(Records excerpted from a collection)
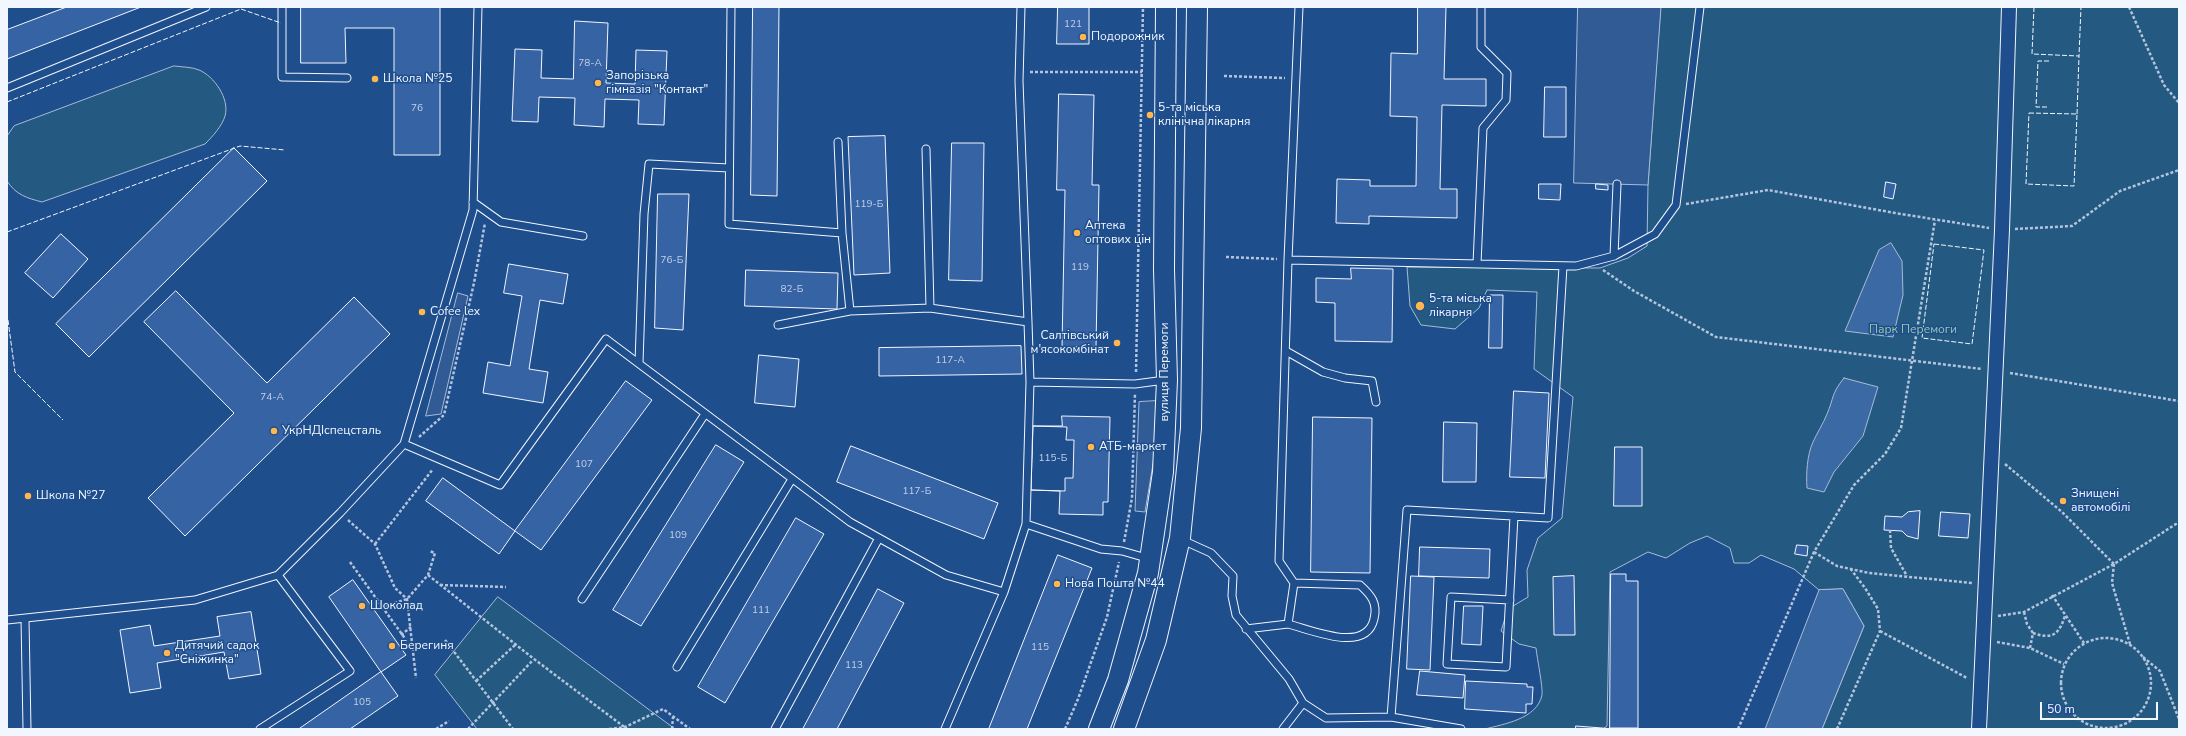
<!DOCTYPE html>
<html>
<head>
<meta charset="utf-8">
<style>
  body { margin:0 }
  #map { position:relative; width:2186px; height:736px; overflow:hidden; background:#1f4e8c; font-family:"Nunito Sans",sans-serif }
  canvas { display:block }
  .frame { position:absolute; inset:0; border:8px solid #f2f6ff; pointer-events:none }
  .scale { position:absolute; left:2040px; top:702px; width:118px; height:18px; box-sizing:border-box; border:2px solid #f2f6ff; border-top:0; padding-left:5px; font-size:12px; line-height:14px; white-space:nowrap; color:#f2f6ff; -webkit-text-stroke:3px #1f4e8c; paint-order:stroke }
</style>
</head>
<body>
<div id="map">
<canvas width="2186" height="736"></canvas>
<div class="frame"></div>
<div class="scale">50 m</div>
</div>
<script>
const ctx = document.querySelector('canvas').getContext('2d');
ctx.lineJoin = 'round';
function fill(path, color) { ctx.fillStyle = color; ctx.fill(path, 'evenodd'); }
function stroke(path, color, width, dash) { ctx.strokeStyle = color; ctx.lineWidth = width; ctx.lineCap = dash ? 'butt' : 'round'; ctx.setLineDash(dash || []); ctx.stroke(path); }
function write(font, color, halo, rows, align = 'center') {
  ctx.font = font + ' "Nunito Sans",sans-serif'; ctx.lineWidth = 3; ctx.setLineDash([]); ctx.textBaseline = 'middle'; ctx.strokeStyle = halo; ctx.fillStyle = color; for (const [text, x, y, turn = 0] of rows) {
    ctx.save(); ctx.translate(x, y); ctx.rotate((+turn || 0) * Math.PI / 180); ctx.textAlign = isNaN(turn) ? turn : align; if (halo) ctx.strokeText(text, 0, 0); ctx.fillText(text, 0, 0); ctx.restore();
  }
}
const green = new Path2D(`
  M1661 7H2179V729H1822L1864 626 1843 589 1819 590 1794 569 1761 555 1749 563H1734L1730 548 1707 536 1690 543 1666 558 1648 552 1610 572 1607 726 1603 729H1485C1504 724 1537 719 1542 695 1543 687 1537 658 1536 648L1519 644 1501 631 1508 609 1528 597 1527 570 1538 538 1562 518 1573 397 1534 369 1537 292 1487 290 1479 308 1455 329 1421 325 1410 306 1407 267 1600 268 1628 258 1647 246 1648 185Z
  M174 66C182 67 192 67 199 70 214 76 230 99 225 116 222 126 213 136 205 144L42 202C27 198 16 195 7 181V136L14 126Z
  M498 597 675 729H477L435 675Z`);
fill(green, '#245a82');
stroke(green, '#a8bbd7', 1);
const parking = new Path2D(`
  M1578 7H1661L1648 185 1574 183Z
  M458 293 468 296 441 414 426 416Z
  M1156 401 1154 458 1145 512 1135 511 1139 402Z`);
fill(parking, '#305b95');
stroke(parking, '#a8bbd7', 1);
const water = new Path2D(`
  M1891 243 1902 261 1903 295 1893 337 1845 331 1879 250Z
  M1844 378 1878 387 1863 436 1834 472 1824 492 1807 488C1806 474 1807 455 1813 442 1817 433 1823 424 1827 414 1834 398 1831 394 1844 378Z
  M1843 589 1864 626 1822 729H1765L1819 590Z`);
fill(water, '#3b69a3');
stroke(water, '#a8bbd7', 1);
const building = new Path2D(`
  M67 7H141L7 59V30Z
  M301 7H440V155H394V28H345L346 63H301Z
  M753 7H779L777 196 751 195Z
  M1058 7H1089V44H1057Z
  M1418 7H1446L1444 79H1486V106L1442 105 1440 189H1457V218L1369 216V224L1336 223 1337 179 1370 180V186H1416L1417 117 1390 116 1391 53 1417 54Z
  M575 21 608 23 606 83 635 84 636 50 667 51 664 125 638 124 639 100 605 99 604 127 574 125 575 98 539 97 538 122 512 121 515 49 542 50 541 78 573 79Z
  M1545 87H1566V137H1544Z
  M1059 94 1094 95 1092 185H1099L1096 347H1062L1065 190H1057Z
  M885 136 890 273 854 275 848 137Z
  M952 143H984L982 281 949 280Z
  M234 148 267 181 89 357 56 324Z
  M1886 182 1896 184 1893 199 1884 197Z
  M1539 184H1561L1560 200 1539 199Z
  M1596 184 1608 185V190L1596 189Z
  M658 194H689L683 330 655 328Z
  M61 234 88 259 53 298 25 273Z
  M509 264 568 274 563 304 540 300 529 369 548 372 543 403 483 393 488 362 510 366 522 296 504 293Z
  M1351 268 1393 269 1392 342 1335 341V303L1316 302V278L1351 279Z
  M746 270 838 273 837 309 745 306Z
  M176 291 267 383 354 297 390 334 185 536 148 498 234 413 144 322Z
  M1490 295H1503L1502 348H1489Z
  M1021 346 1022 374 879 376V348Z
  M759 355 799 359 795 407 755 403Z
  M626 381 652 400 541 550 515 531Z
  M1514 391 1549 393 1545 478 1510 477Z
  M1062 416 1110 417 1108 502H1103V515L1059 514 1060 491 1031 490 1033 426H1062Z
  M1313 417 1372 418 1370 573 1311 572Z
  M1444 422 1477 423 1476 482H1443Z
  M1033 426 1067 427 1066 440H1074L1073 478H1065V491L1031 490Z
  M716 445 744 462 641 626 613 610Z
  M851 446 998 503 984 539 837 482Z
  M1615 447H1642V506H1614Z
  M443 478 515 531 499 554 426 501Z
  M1920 511 1918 539 1907 536 1902 531 1884 530 1885 516 1902 517 1908 512Z
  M1941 512 1970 514 1968 538 1939 536Z
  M796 518 824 534 725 703 698 687Z
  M1797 545 1808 546 1807 556 1795 554Z
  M1420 547 1490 549 1489 578 1419 576Z
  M1058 555 1092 568 1027 729H989Z
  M1611 574H1626V581H1638V728H1610Z
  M1411 576 1434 577 1430 670 1407 669Z
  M1574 576 1575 635H1554L1553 577Z
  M353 580 406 655 381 672 329 597Z
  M878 589 904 603 837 729H803Z
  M1464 606H1483L1481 645 1462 644Z
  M251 612 261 674 229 679 224 652 157 663 161 688 130 693 120 630 150 625 154 646 220 636 217 617Z
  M1420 671 1465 675 1463 698 1417 695Z
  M381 672 398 696 350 729H299Z
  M1466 681 1527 684V687H1533L1532 704H1526V713L1465 709Z
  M1576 726 1615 729H1576Z`);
fill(building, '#3563a3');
stroke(building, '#f2f6ff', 1);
const lane = new Path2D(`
  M282 7V77L347 78
  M731 7 729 224 842 233 850 311 930 308 1028 322 1030 382 1026 524
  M1021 7 1019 81 1028 322
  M7 88 206 7
  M838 142 842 233
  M926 149 930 308
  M473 202 501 222 583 236
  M1614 256 1617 184
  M1288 260 1576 266 1614 256 1655 234 1676 205 1700 7
  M1477 264 1483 128 1506 100 1507 73 1481 47V7
  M778 325 850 311
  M1286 351 1323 372 1345 378 1372 381 1376 402
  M639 363 644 214 649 164 729 168
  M1030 382 1135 384 1165 380
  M404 444 500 485 606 339 850 522 946 575 1004 592 1026 524 1101 549 1122 551 1150 559
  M1180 539 1211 553 1233 576 1232 596 1236 615 1289 679 1303 703 1326 718 1391 717 1407 510 1548 518 1563 266
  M582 599 705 414
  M1510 600 1451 597 1447 664 1506 667 1514 516
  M25 619 27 729
  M7 620 195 600 278 575 340 513 404 444 473 210 478 7
  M1288 624C1312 630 1366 654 1374 619 1378 603 1371 595 1360 585L1294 583
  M1246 629 1288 624 1294 583 1279 561 1288 260 1299 7
  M677 667 792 479
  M1391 717 1461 729
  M260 729 350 671 278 575
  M775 729 879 538
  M945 729 1004 592
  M1283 729 1303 703`);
const street = new Path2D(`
  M1979 729 2002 230 2009 7`);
const secondary = new Path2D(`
  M1099 729 1118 680 1148 573 1163 472 1167 380 1164 269 1166 7
  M1124 729 1156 640 1180 538 1191 428 1197 7`);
stroke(lane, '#f2f6ff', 9);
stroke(street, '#f2f6ff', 16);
stroke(secondary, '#f2f6ff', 22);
stroke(new Path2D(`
  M2129 7 2164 85 2179 103
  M1030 72H1142
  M1224 76 1285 78
  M1686 204 1768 190 1895 213 1989 228
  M2015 229 2072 226 2120 191 2179 170
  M1226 257 1277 259
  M1603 270 1634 291 1716 337 1982 369
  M1136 372 1143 7
  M2010 373 2179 401
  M419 437 444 415 474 283 485 223
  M2005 464 2062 512 2114 564
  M348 520 375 544 395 588 407 599 416 678
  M1890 530 1891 548 1907 576
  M1124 542 1132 498 1135 393
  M375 544 433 469
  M1814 552 1837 566 1869 573 1972 583
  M350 562 414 651
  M2114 564 2112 583 2130 644
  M428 575 534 659 627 729
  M440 585 506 587
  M2052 595 2084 643
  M380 608 407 599 428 575 435 553 429 551
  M2024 612 2027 624 2033 633
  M1998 616 2024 612 2114 564 2179 522
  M1880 631 1967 678
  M401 635 411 627
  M2061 683a45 45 0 1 1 90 0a45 45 0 1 1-90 0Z
  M445 640 513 729
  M1997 642 2030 648 2064 664
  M2030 648 2033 633C2053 640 2059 634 2065 616
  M2143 657 2160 671 2179 719
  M476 681 515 645
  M436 729 449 721
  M468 729 533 660
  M609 729 625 727 663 709 690 729
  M672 729 673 717
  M1065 729 1078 699 1107 617 1119 562
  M1738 729 1814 552 1854 485 1885 454 1901 428 1935 220
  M1837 729 1880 631 1878 609 1865 588 1850 568`), '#b3c4dc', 2.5, [3, 2]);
stroke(lane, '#1f4e8c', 7);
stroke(street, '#1f4e8c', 14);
stroke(secondary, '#1f4e8c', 20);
stroke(new Path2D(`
  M2034 7 2032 54 2079 56 2081 7
  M2049 61H2038L2036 107H2049
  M7 102 241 9 281 23
  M2029 113 2077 114 2074 186 2026 184Z
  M2077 114 2079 56
  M7 232 240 146 285 150
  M1934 244 1984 250 1972 344 1922 338Z
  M7 313 15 372 63 420`), '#f2f6ff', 1, [5, 2]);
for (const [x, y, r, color] of [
  [1083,37,4,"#ffb74d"],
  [375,79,4,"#ffb74d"],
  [598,83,4,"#ffb74d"],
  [1150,115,4,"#ffb74d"],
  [1077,233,4,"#ffb74d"],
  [1420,306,5,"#ffb74d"],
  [422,312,4,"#ffb74d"],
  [1117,343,4,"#ffb74d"],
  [274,431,4,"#ffb74d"],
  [1091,447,4,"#ffb74d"],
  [28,496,4,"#ffb74d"],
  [2063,501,4,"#ffb74d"],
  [1057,584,4,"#ffb74d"],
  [362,606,4,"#ffb74d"],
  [392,646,4,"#ffb74d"],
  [167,653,4,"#ffb74d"]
]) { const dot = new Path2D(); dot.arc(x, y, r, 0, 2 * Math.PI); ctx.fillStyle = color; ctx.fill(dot); stroke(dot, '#1f4e8c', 1.5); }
write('10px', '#c3d1e8', null, [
  ["121",1073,25],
  ["78-А",590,64],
  ["76",417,109],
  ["119-Б",869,205],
  ["76-Б",672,261],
  ["119",1080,268],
  ["82-Б",792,290],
  ["117-А",950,361],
  ["74-А",272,398],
  ["115-Б",1053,459],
  ["107",584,465],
  ["117-Б",917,492],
  ["109",678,536],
  ["111",761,611],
  ["115",1040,648],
  ["113",854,666],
  ["105",362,703]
]);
write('12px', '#f2f6ff', '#1f4e8c', [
  ["Подорожник",1091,37],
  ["Запорізька",606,76],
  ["гімназія \"Контакт\"",606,90],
  ["Школа №25",383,79],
  ["5-та міська",1158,108],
  ["клінічна лікарня",1158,122],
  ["Аптека",1085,226],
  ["оптових цін",1085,240],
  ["5-та міська",1429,299],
  ["лікарня",1429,313],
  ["Cofee lex",430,312],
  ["Салтівський",1109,336,"right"],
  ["м'ясокомбінат",1109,350,"right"],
  ["УкрНДІспецсталь",282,431],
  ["АТБ-маркет",1099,447],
  ["Знищені",2071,494],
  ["автомобілі",2071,508],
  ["Школа №27",36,496],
  ["Нова Пошта №44",1065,584],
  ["Шоколад",370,606],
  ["Дитячий садок",175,646],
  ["\"Сніжинка\"",175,660],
  ["Берегиня",400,646]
], 'left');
write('12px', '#97c8a6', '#1f4e8c', [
  ["Парк Перемоги",1913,330]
]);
write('12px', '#f2f6ff', '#1f4e8c', [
  ["вулиця Перемоги",1165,372,-90]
]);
</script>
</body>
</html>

- [TASK DIRECTIONS]:
With "rows" as the string to match, show every line of the entries above that has it.

- [RESPONSE AREA]:
function write(font, color, halo, rows, align = 'center') {
  ctx.font = font + ' "Nunito Sans",sans-serif'; ctx.lineWidth = 3; ctx.setLineDash([]); ctx.textBaseline = 'middle'; ctx.strokeStyle = halo; ctx.fillStyle = color; for (const [text, x, y, turn = 0] of rows) {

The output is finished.